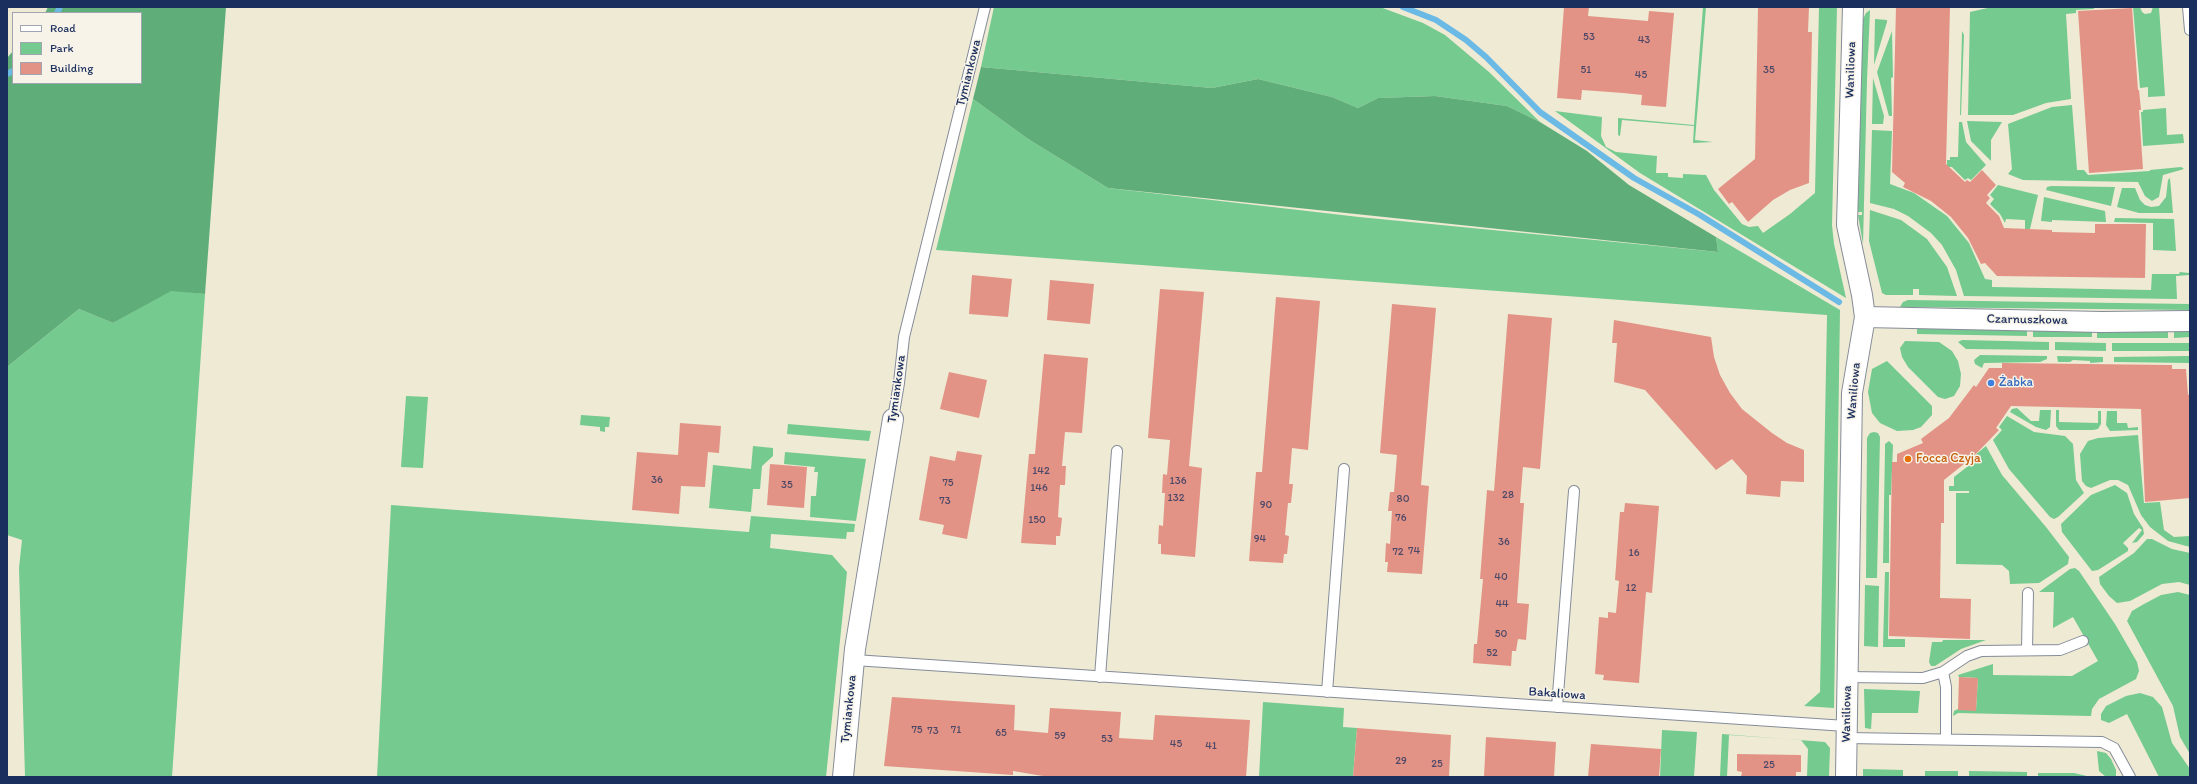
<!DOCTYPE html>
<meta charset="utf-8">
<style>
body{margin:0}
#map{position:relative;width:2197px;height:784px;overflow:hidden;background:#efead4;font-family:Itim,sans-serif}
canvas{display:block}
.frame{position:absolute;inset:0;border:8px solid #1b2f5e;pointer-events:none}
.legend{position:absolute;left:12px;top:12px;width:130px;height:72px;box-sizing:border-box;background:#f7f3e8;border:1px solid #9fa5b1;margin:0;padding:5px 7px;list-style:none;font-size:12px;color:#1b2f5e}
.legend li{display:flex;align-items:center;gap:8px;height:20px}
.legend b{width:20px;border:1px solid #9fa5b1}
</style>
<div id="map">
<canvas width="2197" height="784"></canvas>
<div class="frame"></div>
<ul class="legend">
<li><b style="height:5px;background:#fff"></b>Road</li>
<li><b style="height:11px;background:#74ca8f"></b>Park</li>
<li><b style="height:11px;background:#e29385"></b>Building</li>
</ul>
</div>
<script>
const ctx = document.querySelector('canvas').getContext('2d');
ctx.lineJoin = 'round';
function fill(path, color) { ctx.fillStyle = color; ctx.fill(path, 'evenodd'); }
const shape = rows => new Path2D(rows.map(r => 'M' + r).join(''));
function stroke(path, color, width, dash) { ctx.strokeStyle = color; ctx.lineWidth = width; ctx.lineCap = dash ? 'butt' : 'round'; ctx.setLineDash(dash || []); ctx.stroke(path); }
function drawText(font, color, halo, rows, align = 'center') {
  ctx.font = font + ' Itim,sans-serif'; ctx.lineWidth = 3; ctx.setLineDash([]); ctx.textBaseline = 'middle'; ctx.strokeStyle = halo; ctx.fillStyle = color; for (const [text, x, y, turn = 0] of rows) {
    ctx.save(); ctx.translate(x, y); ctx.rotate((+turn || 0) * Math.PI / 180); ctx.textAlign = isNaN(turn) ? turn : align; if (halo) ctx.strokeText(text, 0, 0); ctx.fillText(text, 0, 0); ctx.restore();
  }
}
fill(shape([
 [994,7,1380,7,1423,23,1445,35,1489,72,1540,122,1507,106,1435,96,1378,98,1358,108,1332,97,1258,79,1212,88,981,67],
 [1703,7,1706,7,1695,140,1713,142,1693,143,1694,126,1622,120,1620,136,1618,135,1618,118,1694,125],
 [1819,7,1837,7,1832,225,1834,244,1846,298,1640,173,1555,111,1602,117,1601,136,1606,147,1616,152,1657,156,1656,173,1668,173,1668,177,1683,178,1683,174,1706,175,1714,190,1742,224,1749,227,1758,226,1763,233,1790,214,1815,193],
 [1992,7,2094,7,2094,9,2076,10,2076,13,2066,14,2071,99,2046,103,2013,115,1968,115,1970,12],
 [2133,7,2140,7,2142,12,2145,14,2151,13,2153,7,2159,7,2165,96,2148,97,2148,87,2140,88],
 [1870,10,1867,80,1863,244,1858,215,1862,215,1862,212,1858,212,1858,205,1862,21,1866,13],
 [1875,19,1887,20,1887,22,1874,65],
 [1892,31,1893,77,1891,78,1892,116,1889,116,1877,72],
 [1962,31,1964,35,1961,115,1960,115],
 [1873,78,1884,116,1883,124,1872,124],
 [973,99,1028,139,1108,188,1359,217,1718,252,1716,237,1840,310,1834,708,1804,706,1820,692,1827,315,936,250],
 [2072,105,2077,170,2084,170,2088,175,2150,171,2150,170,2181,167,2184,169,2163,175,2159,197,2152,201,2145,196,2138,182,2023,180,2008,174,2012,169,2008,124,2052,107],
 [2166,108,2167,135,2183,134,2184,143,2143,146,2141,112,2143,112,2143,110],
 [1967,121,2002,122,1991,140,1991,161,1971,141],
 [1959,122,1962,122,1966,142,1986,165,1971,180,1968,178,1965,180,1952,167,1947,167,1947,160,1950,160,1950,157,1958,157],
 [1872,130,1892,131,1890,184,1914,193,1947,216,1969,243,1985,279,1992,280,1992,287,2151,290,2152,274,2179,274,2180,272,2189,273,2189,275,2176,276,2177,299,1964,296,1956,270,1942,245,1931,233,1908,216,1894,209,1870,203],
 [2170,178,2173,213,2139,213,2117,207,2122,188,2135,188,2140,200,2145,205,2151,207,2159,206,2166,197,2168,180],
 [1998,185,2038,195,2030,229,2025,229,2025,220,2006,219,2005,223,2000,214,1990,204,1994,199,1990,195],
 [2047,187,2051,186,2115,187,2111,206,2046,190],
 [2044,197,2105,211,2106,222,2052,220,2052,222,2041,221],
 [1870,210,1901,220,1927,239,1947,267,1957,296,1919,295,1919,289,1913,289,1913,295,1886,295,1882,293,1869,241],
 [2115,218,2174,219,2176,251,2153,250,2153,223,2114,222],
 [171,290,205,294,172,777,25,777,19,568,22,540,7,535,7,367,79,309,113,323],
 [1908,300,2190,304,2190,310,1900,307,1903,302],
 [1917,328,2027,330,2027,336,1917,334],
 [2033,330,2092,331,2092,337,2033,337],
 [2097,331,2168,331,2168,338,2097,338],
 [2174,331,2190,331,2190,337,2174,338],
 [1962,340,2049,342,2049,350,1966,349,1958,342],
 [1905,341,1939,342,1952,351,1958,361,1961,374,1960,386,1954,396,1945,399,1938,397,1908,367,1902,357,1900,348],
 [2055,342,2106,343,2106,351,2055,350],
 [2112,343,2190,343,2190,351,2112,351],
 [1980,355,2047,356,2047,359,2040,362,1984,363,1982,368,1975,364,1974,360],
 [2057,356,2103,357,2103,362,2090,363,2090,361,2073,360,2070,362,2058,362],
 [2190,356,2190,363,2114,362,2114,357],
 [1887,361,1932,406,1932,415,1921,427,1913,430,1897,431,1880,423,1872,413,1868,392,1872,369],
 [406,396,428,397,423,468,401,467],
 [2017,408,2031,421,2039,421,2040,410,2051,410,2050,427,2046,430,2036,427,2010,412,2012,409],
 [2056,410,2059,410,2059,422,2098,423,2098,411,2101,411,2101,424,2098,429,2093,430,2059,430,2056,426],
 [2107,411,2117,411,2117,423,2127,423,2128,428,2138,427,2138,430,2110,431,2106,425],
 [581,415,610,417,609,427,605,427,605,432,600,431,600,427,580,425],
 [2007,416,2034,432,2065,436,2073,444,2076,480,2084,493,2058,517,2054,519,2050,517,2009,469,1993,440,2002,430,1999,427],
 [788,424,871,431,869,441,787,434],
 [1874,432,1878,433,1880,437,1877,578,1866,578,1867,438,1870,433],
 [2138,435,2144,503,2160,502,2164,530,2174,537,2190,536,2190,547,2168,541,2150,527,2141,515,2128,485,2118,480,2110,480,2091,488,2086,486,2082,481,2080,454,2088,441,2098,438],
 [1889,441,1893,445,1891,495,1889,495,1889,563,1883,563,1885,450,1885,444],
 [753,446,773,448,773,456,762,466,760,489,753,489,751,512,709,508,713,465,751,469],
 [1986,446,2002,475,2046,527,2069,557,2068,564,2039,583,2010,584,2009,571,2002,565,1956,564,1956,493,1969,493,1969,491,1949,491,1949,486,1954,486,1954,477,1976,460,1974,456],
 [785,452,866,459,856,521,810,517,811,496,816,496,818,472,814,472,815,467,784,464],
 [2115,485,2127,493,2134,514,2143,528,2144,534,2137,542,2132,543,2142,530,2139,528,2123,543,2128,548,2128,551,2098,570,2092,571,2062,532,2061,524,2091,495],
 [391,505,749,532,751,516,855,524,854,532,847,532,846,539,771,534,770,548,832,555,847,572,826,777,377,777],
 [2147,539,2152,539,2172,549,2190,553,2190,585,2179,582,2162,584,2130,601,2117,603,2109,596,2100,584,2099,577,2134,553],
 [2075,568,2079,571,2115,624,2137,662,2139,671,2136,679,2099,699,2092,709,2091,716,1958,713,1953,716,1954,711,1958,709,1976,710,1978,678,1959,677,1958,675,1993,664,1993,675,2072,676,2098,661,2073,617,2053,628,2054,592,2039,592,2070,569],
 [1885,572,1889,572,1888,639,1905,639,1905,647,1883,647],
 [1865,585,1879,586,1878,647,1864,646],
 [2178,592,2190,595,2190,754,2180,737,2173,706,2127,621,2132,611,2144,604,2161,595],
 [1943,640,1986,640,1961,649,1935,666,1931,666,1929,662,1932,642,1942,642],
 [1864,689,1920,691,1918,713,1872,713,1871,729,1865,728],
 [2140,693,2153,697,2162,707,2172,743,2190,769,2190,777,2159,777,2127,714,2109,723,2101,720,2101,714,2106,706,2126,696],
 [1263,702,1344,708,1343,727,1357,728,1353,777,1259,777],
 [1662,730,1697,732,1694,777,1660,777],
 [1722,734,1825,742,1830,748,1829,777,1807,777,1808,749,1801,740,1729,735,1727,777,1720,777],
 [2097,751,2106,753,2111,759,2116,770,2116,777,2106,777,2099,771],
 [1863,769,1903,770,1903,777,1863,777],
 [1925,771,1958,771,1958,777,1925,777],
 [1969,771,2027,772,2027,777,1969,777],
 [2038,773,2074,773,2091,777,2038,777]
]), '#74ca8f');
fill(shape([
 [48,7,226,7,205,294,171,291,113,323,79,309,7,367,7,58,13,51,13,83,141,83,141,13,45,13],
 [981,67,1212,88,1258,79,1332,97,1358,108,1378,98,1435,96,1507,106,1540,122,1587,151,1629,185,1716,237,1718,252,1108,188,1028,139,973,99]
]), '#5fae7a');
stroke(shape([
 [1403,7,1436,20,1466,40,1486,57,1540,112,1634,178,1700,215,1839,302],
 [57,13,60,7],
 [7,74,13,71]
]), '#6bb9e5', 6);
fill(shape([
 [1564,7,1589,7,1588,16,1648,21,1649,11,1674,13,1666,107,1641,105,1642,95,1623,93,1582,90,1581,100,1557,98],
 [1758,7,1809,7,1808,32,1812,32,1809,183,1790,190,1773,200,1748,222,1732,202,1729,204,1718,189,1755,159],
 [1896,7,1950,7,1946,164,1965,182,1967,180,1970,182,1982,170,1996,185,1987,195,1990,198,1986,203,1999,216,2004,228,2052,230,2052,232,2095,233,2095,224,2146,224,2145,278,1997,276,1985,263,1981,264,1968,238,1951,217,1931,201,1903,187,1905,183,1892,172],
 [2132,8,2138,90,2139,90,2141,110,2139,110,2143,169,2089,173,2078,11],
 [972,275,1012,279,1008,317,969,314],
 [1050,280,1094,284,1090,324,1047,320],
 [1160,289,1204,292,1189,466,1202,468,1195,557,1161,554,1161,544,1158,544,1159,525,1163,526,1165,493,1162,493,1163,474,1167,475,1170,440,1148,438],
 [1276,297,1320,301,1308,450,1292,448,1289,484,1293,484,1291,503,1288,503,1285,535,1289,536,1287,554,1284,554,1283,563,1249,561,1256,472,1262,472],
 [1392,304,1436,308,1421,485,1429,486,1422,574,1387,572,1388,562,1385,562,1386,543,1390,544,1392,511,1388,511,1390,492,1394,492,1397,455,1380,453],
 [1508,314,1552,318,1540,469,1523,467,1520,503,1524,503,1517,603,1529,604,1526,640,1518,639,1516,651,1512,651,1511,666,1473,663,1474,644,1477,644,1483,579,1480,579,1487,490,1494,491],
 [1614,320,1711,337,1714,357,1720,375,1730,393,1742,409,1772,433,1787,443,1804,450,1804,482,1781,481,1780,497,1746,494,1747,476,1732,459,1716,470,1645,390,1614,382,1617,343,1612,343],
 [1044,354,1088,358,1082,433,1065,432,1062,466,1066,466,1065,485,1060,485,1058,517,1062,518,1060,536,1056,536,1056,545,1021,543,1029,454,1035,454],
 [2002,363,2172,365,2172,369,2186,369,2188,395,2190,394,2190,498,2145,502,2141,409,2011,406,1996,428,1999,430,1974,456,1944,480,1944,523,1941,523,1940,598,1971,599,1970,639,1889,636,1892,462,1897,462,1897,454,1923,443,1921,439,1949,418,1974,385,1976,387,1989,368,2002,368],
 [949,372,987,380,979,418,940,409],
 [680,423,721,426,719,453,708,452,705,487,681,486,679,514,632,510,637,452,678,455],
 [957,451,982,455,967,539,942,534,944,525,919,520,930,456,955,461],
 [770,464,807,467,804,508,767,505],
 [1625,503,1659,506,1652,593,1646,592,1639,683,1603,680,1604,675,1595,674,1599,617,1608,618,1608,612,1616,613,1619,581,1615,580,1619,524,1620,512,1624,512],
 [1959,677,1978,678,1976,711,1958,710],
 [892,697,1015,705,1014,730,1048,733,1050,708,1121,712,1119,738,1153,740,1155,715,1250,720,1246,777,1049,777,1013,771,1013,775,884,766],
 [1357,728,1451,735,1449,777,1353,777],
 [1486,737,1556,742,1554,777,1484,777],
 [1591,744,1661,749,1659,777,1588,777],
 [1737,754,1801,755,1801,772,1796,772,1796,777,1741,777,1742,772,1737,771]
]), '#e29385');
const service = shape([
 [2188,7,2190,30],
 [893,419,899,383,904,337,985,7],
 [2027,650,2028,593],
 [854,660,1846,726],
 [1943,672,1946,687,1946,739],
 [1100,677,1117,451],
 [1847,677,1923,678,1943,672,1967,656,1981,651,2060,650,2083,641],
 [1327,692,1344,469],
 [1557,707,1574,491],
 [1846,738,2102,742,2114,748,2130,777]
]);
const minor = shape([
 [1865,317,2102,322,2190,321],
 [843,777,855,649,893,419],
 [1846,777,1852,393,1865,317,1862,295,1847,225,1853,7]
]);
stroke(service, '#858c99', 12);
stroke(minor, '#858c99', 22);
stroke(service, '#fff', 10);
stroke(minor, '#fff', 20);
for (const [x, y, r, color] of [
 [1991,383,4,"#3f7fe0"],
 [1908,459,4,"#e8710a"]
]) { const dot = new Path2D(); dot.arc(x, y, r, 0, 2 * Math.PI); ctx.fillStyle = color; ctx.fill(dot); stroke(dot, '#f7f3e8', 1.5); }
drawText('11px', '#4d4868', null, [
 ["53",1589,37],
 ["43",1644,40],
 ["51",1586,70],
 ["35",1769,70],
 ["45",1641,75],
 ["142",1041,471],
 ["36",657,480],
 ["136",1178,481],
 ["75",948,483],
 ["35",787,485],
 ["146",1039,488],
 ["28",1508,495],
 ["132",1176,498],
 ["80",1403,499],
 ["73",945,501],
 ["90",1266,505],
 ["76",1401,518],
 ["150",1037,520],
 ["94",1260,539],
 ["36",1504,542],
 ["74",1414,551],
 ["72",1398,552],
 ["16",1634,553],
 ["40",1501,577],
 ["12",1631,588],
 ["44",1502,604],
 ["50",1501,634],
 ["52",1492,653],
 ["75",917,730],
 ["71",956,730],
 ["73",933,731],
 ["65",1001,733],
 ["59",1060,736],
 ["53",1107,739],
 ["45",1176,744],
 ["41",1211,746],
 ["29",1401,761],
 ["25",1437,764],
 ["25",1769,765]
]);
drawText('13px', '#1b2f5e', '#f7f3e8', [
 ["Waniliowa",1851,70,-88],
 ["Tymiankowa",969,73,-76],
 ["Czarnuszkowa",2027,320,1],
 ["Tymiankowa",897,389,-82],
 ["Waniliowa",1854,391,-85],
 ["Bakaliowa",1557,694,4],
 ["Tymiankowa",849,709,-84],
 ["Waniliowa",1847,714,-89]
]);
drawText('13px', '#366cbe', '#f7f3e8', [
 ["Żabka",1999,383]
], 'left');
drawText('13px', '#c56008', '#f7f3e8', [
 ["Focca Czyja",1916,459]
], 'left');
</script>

• PROBLEM TO SOLVE:
Line count for "setLineDash": report how many lines in the data above include it, with no other words.

• RESULT OF THIS EXERCISE:
2